**Input**.
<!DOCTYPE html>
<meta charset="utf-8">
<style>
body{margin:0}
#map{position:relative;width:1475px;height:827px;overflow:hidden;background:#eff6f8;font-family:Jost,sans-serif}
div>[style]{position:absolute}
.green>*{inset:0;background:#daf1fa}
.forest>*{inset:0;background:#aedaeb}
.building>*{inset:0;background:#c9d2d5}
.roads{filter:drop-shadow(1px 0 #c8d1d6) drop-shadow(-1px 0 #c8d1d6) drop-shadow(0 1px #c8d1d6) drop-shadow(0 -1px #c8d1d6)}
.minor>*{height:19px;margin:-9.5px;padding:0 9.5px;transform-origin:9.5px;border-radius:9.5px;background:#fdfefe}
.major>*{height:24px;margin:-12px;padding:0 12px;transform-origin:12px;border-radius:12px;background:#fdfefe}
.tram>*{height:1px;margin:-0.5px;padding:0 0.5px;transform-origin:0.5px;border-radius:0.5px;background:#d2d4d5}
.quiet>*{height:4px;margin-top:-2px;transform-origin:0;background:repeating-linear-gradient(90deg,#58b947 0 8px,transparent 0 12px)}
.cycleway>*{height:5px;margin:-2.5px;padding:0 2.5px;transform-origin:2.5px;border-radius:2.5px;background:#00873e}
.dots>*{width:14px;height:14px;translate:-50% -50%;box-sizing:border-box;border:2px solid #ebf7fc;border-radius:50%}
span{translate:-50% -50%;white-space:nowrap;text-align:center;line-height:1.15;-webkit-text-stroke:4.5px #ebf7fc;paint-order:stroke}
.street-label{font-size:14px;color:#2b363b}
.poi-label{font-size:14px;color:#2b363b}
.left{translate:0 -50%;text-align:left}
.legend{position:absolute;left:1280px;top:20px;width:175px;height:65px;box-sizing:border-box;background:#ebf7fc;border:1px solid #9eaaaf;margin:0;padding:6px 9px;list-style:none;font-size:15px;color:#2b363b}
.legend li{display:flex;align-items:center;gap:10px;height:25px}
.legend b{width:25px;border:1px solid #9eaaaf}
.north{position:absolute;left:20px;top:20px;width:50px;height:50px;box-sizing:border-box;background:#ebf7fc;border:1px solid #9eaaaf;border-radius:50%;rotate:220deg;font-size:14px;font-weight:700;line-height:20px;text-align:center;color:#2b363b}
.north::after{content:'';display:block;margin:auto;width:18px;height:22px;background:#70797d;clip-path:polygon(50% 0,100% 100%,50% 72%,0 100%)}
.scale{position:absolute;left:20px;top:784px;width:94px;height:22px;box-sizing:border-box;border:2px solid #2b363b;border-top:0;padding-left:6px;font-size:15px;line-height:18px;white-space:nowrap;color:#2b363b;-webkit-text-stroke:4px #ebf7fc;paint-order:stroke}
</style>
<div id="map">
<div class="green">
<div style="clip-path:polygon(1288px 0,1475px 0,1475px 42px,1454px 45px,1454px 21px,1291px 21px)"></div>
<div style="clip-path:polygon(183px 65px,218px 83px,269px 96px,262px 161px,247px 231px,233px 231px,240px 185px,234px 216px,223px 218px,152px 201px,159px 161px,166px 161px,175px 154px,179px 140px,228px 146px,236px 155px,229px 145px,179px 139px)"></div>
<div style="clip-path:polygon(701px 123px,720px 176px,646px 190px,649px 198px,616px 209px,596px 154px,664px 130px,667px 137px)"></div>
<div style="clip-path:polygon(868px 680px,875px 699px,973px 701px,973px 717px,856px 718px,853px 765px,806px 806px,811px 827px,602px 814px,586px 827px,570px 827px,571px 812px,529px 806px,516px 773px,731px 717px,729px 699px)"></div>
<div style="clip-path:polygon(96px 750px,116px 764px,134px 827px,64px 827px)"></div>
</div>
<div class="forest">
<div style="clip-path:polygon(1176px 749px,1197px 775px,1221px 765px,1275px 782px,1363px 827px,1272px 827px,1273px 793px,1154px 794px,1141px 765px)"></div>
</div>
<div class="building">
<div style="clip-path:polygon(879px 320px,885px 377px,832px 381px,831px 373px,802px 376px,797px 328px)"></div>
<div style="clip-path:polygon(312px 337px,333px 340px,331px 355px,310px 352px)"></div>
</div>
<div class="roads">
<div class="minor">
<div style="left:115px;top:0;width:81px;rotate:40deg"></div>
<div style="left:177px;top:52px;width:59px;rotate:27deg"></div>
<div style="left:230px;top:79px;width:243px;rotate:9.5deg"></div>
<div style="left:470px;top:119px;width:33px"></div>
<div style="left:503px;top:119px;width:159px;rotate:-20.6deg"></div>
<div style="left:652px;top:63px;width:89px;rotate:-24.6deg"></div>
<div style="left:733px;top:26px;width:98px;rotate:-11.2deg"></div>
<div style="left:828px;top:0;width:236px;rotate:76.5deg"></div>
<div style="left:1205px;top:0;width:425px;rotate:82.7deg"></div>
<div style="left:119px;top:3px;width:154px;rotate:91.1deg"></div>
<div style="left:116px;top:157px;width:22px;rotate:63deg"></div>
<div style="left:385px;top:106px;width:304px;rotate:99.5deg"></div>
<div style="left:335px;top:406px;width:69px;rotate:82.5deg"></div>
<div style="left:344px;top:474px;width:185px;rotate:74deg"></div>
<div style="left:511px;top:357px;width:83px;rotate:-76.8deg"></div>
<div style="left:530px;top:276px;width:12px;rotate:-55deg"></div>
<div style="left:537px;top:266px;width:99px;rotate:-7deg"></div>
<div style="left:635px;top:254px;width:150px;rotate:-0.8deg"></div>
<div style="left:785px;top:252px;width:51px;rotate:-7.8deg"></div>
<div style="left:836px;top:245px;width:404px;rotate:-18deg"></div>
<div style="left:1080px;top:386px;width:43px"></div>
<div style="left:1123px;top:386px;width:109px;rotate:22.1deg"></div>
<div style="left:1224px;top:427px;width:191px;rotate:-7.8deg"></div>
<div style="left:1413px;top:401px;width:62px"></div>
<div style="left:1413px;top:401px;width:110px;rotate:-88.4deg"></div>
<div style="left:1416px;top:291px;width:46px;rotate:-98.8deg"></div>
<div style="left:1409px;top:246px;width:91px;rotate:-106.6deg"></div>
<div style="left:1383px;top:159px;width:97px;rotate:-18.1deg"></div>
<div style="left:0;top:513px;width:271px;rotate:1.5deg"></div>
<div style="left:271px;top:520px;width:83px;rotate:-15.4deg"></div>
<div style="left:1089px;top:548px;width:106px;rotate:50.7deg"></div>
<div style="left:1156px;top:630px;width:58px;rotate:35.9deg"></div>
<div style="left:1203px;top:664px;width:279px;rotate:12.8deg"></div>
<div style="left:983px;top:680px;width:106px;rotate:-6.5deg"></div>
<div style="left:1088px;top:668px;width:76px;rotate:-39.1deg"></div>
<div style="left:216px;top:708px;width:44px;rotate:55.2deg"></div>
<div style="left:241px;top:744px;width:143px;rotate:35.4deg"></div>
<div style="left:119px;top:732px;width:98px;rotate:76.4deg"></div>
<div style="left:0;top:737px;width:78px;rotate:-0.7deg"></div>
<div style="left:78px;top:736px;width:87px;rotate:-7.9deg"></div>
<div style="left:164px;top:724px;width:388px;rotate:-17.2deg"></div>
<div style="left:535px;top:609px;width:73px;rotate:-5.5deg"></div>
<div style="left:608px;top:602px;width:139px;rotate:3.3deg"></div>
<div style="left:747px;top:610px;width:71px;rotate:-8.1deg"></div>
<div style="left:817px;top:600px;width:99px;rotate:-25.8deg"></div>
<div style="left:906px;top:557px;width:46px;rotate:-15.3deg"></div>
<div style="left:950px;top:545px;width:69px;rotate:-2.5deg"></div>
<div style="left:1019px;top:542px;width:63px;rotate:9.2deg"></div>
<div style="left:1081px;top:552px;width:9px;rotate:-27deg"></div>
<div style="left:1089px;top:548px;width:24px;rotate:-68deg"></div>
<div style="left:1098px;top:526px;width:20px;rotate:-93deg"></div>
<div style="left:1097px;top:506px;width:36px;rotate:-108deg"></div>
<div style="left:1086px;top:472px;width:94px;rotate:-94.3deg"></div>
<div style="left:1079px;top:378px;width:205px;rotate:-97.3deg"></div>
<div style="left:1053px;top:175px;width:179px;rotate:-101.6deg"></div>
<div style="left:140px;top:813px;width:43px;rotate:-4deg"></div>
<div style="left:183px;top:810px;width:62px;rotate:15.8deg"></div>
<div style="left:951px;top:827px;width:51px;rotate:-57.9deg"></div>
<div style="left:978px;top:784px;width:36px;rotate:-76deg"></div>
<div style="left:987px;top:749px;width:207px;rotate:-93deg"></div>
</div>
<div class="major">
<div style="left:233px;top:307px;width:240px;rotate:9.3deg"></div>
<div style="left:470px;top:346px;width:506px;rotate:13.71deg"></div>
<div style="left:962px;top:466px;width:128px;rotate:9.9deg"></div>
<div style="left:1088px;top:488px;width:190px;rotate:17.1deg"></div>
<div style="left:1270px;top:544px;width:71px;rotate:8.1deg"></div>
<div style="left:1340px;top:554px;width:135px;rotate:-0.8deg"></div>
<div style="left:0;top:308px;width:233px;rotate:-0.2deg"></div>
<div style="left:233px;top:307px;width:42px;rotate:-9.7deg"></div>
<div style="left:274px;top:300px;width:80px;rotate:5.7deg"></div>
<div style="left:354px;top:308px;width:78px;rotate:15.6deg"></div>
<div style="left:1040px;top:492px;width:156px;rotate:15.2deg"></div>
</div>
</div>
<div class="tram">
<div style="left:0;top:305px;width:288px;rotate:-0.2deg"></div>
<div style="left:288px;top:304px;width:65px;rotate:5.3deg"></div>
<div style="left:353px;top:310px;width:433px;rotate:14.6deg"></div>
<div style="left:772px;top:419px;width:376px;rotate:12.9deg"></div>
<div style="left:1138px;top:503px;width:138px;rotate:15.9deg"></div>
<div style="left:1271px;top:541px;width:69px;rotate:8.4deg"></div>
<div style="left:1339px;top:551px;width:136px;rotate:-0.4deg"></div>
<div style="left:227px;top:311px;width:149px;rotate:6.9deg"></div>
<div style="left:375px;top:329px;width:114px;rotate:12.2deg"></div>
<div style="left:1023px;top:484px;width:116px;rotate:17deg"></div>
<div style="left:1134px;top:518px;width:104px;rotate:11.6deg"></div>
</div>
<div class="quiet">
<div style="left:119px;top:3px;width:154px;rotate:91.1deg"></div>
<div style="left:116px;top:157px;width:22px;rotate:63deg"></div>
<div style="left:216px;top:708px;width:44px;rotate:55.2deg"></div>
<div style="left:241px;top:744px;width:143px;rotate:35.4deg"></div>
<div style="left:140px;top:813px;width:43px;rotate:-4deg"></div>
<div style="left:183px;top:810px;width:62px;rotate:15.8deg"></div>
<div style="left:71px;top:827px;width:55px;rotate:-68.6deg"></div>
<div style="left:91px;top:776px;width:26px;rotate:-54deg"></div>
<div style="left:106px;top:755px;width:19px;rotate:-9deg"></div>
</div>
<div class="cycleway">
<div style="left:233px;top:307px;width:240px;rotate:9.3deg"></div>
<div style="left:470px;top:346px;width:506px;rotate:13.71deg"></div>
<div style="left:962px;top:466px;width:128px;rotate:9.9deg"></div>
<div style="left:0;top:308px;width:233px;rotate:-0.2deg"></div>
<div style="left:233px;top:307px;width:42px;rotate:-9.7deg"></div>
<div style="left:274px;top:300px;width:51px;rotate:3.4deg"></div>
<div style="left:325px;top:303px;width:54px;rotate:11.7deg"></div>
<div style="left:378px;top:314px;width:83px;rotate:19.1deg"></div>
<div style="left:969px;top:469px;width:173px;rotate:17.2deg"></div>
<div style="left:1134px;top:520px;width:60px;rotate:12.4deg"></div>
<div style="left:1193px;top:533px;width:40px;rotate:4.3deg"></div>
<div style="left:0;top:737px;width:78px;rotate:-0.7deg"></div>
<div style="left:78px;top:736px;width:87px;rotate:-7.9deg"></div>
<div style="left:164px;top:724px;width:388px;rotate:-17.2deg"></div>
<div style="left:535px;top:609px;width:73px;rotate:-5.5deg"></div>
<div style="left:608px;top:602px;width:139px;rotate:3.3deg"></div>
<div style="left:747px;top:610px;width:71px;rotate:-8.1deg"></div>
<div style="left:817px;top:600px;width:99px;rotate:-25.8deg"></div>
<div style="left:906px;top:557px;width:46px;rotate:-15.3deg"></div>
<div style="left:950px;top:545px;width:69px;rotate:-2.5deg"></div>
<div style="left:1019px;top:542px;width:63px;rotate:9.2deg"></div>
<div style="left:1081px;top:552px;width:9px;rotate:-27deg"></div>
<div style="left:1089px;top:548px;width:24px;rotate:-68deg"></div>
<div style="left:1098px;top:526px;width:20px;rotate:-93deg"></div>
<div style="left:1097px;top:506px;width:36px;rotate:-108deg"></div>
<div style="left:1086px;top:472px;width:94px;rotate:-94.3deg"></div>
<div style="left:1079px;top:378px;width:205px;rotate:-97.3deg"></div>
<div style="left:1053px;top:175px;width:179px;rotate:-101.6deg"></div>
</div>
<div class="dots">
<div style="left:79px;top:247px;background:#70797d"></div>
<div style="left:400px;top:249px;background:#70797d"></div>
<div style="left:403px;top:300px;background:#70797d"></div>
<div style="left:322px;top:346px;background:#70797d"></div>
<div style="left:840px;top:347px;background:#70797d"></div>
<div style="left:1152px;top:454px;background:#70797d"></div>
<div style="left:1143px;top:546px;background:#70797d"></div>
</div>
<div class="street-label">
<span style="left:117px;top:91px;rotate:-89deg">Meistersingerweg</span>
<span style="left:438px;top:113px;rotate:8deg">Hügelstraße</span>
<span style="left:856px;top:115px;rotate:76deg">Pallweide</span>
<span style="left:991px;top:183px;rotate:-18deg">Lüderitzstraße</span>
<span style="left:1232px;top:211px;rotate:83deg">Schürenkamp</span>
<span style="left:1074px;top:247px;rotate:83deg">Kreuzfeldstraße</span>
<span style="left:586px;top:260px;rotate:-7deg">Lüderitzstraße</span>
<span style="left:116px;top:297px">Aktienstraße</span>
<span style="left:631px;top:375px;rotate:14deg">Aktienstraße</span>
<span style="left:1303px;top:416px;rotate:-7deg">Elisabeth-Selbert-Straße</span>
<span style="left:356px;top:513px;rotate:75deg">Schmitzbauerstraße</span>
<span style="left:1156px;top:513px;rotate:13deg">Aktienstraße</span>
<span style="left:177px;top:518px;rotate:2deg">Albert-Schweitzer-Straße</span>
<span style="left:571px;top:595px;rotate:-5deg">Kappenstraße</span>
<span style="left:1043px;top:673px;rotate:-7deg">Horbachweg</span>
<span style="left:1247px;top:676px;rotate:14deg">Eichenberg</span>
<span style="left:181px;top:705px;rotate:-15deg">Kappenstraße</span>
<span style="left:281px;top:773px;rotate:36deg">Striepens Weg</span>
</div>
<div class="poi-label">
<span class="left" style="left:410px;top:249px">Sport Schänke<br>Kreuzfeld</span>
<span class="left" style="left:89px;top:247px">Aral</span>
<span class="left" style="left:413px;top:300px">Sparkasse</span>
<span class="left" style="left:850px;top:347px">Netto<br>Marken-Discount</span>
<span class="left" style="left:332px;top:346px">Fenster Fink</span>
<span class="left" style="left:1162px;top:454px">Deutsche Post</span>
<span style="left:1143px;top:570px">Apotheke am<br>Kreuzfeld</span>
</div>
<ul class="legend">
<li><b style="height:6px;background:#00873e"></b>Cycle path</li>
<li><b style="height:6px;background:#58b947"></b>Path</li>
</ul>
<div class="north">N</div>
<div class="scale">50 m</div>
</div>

**Your instructions**. Up to and including the line with "0 #c8d1d6) drop-shadow(-1px", repeat the entries exactly, beginning at their first line.

**Answer box**.
<!DOCTYPE html>
<meta charset="utf-8">
<style>
body{margin:0}
#map{position:relative;width:1475px;height:827px;overflow:hidden;background:#eff6f8;font-family:Jost,sans-serif}
div>[style]{position:absolute}
.green>*{inset:0;background:#daf1fa}
.forest>*{inset:0;background:#aedaeb}
.building>*{inset:0;background:#c9d2d5}
.roads{filter:drop-shadow(1px 0 #c8d1d6) drop-shadow(-1px 0 #c8d1d6) drop-shadow(0 1px #c8d1d6) drop-shadow(0 -1px #c8d1d6)}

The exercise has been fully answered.